Below are three of her recent poems.
Perhaps, the World

~after Joy Harjo

The world begins with gravity, keeps our bodies and celestial objects
orbiting the sun. No matter, we must have gravity
to live.
The properties of gravity are invisible
like fear or love
a force catching seemingly disparate things, what holds them on the ground,
and what makes them fall on their knees.
We chase the moon, its call caressing the seas, counting cycles of tides
marked by seasons and tallying years
left to live.
It is here in the helical murmuration of moon, sun, and a pale blue dot
where our actions ebb and flow, where consequence is a nonsensical equation.
Wars have begun and ended with gravity. We have given simultaneous
birth to Himmler and Tosca, Apollo’s lunar walk, and Woodstock.
We must wonder at the axial tilt of our fit survival.
This is our grace and grave–
Our gravity.

Ghazal with Pin Holes

He should have said as if regulating tension on an instrument–put a pin
in it. I spy a hole in the green of this imaginary love story like a pin
topping the staff, a pole with a flag waving victory or surrender.
Love is like that–sports or history–fickle, one-sided, shouting silences, it pins
down and dissects once living creatures, wings unfolded, preserved
under glass, displayed and recorded as proof of something long in dying; a pin
on a map marking the undiscovered country of requited love.
Silence signifies something in a world connected by webs. I pin
my ignorant optimism on the nonexistent future to arrive–
one of fraternity, safety, that cushions and rests on a pin
of restraint; someone once said, Pin, rejection is redirection–an invitation
to wonder, who are you without love mirrored?

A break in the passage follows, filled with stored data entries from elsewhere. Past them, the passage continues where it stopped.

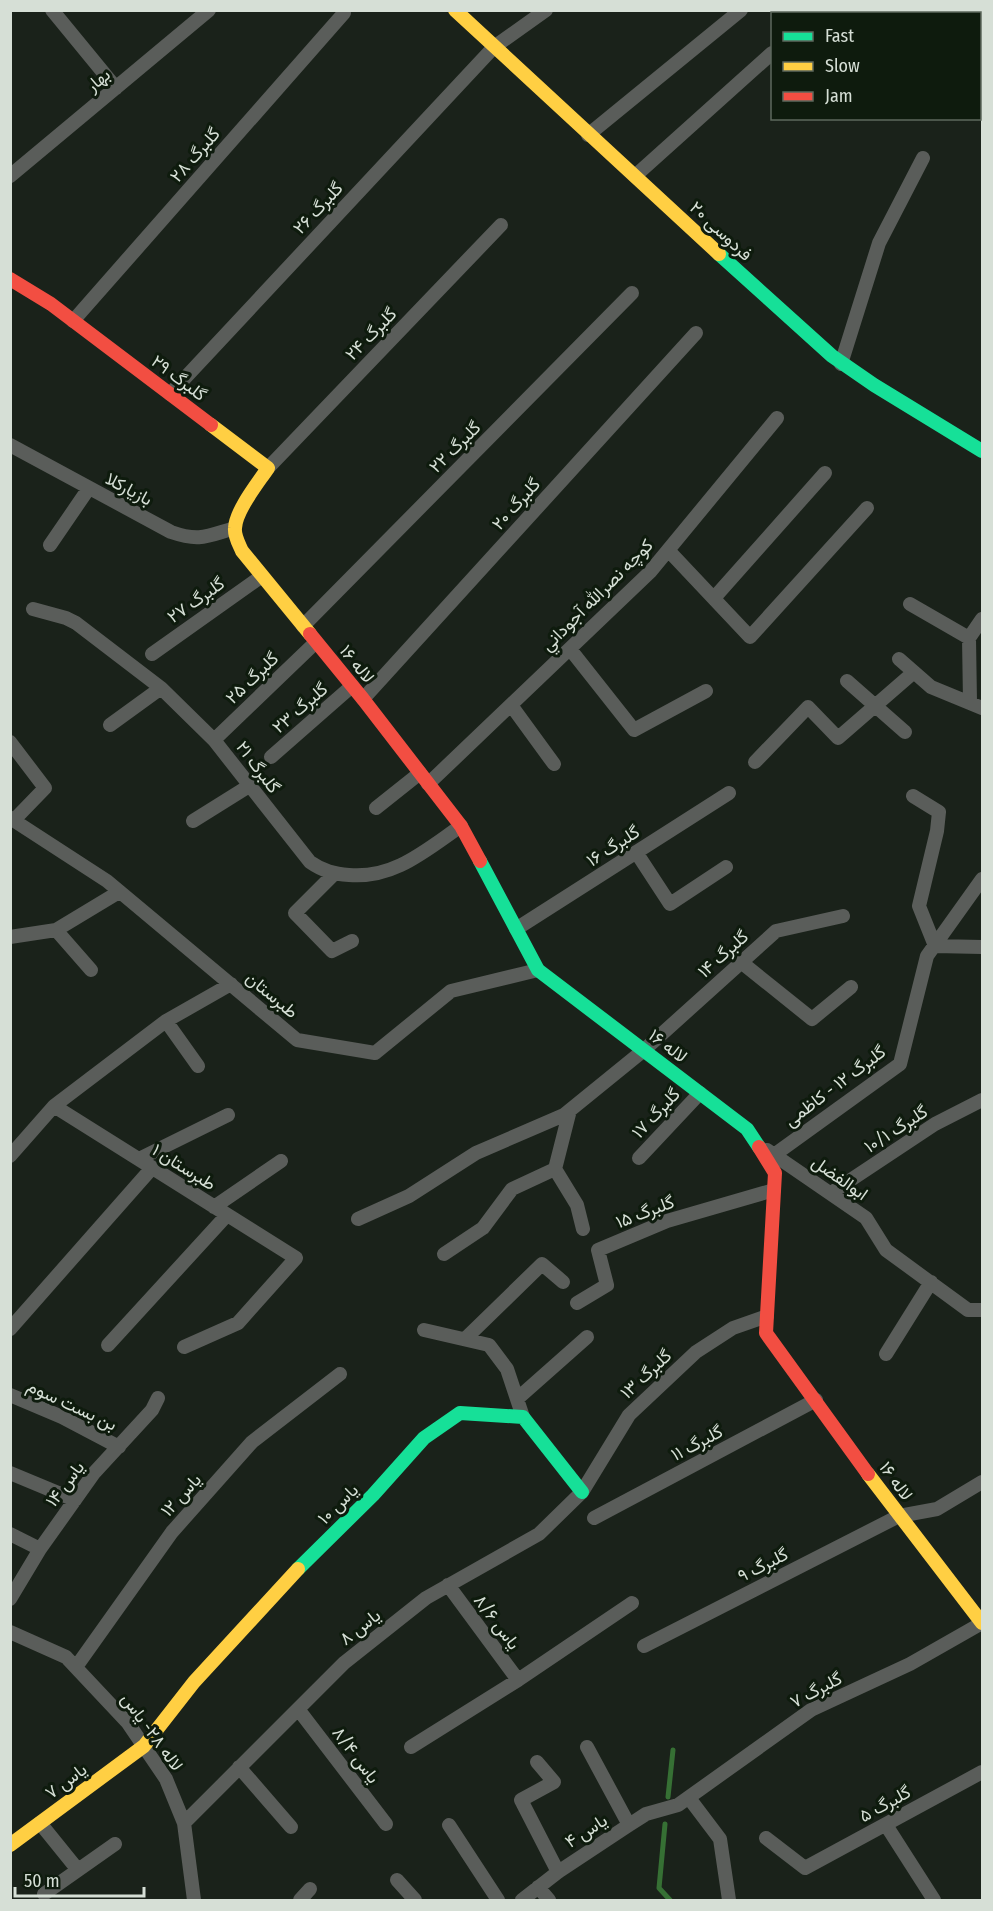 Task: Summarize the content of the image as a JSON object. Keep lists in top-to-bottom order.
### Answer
{
  "streets": {
    "street": [
      "بهار",
      "گلبرگ ۲۸",
      "گلبرگ ۲۶",
      "فردوسی ۲۰",
      "گلبرگ ۲۴",
      "گلبرگ ۲۹",
      "گلبرگ ۲۲",
      "بازیارکلا",
      "گلبرگ ۲۰",
      "كوچه نصرالله آجوداني",
      "گلبرگ ۲۷",
      "لاله ۱۶",
      "گلبرگ ۲۵",
      "گلبرگ ۲۳",
      "گلبرگ ۲۱",
      "گلبرگ ۱۶",
      "گلبرگ ۱۴",
      "طبرستان",
      "گلبرگ ۱۲ - کاظمی",
      "گلبرگ ۱۷",
      "گلبرگ ۱۰/۱",
      "طبرستان ۱",
      "ابوالفضل",
      "گلبرگ ۱۵",
      "گلبرگ ۱۳",
      "بن بست سوم",
      "گلبرگ ۱۱",
      "یاس ۱۴",
      "یاس ۱۲",
      "یاس ۱۰",
      "گلبرگ ۹",
      "یاس ۸/۶",
      "یاس ۸",
      "گلبرگ ۷",
      "لاله ۲۸- یاس",
      "یاس ۸/۴",
      "یاس ۷",
      "گلبرگ ۵",
      "یاس ۴"
    ]
  },
  "crossings": [
    ["گلبرگ ۲۸", "گلبرگ ۲۹"],
    ["گلبرگ ۲۶", "فردوسی ۲۰"],
    ["گلبرگ ۲۶", "گلبرگ ۲۹"],
    ["گلبرگ ۲۴", "گلبرگ ۲۹"],
    ["گلبرگ ۲۲", "لاله ۱۶"],
    ["بازیارکلا", "لاله ۱۶"],
    ["گلبرگ ۲۰", "لاله ۱۶"],
    ["كوچه نصرالله آجوداني", "لاله ۱۶"],
    ["گلبرگ ۲۷", "لاله ۱۶"],
    ["لاله ۱۶", "گلبرگ ۲۵"],
    ["لاله ۱۶", "گلبرگ ۲۳"],
    ["لاله ۱۶", "گلبرگ ۲۱"],
    ["لاله ۱۶", "گلبرگ ۱۶"],
    ["لاله ۱۶", "گلبرگ ۱۴"],
    ["لاله ۱۶", "طبرستان"],
    ["لاله ۱۶", "گلبرگ ۱۷"],
    ["لاله ۱۶", "ابوالفضل"],
    ["لاله ۱۶", "گلبرگ ۱۵"],
    ["لاله ۱۶", "گلبرگ ۱۳"],
    ["لاله ۱۶", "گلبرگ ۱۱"],
    ["لاله ۱۶", "گلبرگ ۹"],
    ["لاله ۱۶", "گلبرگ ۷"],
    ["گلبرگ ۲۵", "گلبرگ ۲۱"],
    ["گلبرگ ۱۲ - کاظمی", "ابوالفضل"],
    ["گلبرگ ۱۰/۱", "ابوالفضل"],
    ["گلبرگ ۱۳", "یاس ۸"],
    ["بن بست سوم", "یاس ۱۴"],
    ["یاس ۱۲", "لاله ۲۸- یاس"],
    ["یاس ۱۰", "لاله ۲۸- یاس"],
    ["یاس ۱۰", "یاس ۷"],
    ["یاس ۸/۶", "یاس ۸"],
    ["یاس ۸", "لاله ۲۸- یاس"],
    ["یاس ۸", "یاس ۸/۴"],
    ["گلبرگ ۷", "یاس ۴"],
    ["لاله ۲۸- یاس", "یاس ۷"]
  ],
  "legend": ["Fast", "Slow", "Jam"],
  "scale_bar": "50 m"
}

Let that be your PIN.

My Valentines
~after Millay

Who my lips have kissed, when, and why,
is a mystery misremembered, and let me not forget
the illusory spectacle of breath and contentment
evaporating after summer droughts. But the winter
wind tonight unhinges long-dead leaves that splinter
a cautious heart’s hibernation.
Is love in the air (again),
or is it a pink-marketed plastic fever?
In February, Cupid arms himself with infantile
arrows for the army of St. Valentine,
the patron saint of epilepsy and bees.
Red roses, chocolate, a hand-drawn heart–the holy signs
of love, indulgence, a Pompeian symbol for a brothel.
Give me a book, a dog, and time alone. Please.